◆ What is required: Copy the whole listing below exactly.

◆ Recorded information:
━━━━━━━━
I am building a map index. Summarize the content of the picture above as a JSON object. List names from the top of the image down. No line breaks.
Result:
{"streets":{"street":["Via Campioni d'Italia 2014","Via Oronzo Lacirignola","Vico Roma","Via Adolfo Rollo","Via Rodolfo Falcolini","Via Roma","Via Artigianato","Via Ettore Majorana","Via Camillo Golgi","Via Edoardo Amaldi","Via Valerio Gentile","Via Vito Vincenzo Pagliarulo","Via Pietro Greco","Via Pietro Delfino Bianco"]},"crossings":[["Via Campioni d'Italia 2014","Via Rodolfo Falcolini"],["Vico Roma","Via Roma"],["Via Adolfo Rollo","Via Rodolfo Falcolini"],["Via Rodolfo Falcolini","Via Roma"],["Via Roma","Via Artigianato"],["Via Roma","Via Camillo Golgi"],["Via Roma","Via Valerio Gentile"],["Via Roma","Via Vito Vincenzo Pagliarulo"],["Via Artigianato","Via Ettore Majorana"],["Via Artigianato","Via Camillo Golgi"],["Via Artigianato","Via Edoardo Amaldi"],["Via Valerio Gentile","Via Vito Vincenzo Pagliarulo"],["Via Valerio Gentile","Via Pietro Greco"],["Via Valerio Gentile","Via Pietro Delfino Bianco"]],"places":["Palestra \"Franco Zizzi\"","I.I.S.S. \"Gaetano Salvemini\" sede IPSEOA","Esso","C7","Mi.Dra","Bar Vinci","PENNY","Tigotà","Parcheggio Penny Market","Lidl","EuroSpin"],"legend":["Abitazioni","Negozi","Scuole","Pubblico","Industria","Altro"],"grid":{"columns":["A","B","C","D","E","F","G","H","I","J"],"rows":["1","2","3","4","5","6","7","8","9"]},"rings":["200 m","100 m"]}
━━━━━━━━
◆ Solution:
I am building a map index. Summarize the content of the picture above as a JSON object. List names from the top of the image down. No line breaks.
Result:
{"streets":{"street":["Via Campioni d'Italia 2014","Via Oronzo Lacirignola","Vico Roma","Via Adolfo Rollo","Via Rodolfo Falcolini","Via Roma","Via Artigianato","Via Ettore Majorana","Via Camillo Golgi","Via Edoardo Amaldi","Via Valerio Gentile","Via Vito Vincenzo Pagliarulo","Via Pietro Greco","Via Pietro Delfino Bianco"]},"crossings":[["Via Campioni d'Italia 2014","Via Rodolfo Falcolini"],["Vico Roma","Via Roma"],["Via Adolfo Rollo","Via Rodolfo Falcolini"],["Via Rodolfo Falcolini","Via Roma"],["Via Roma","Via Artigianato"],["Via Roma","Via Camillo Golgi"],["Via Roma","Via Valerio Gentile"],["Via Roma","Via Vito Vincenzo Pagliarulo"],["Via Artigianato","Via Ettore Majorana"],["Via Artigianato","Via Camillo Golgi"],["Via Artigianato","Via Edoardo Amaldi"],["Via Valerio Gentile","Via Vito Vincenzo Pagliarulo"],["Via Valerio Gentile","Via Pietro Greco"],["Via Valerio Gentile","Via Pietro Delfino Bianco"]],"places":["Palestra \"Franco Zizzi\"","I.I.S.S. \"Gaetano Salvemini\" sede IPSEOA","Esso","C7","Mi.Dra","Bar Vinci","PENNY","Tigotà","Parcheggio Penny Market","Lidl","EuroSpin"],"legend":["Abitazioni","Negozi","Scuole","Pubblico","Industria","Altro"],"grid":{"columns":["A","B","C","D","E","F","G","H","I","J"],"rows":["1","2","3","4","5","6","7","8","9"]},"rings":["200 m","100 m"]}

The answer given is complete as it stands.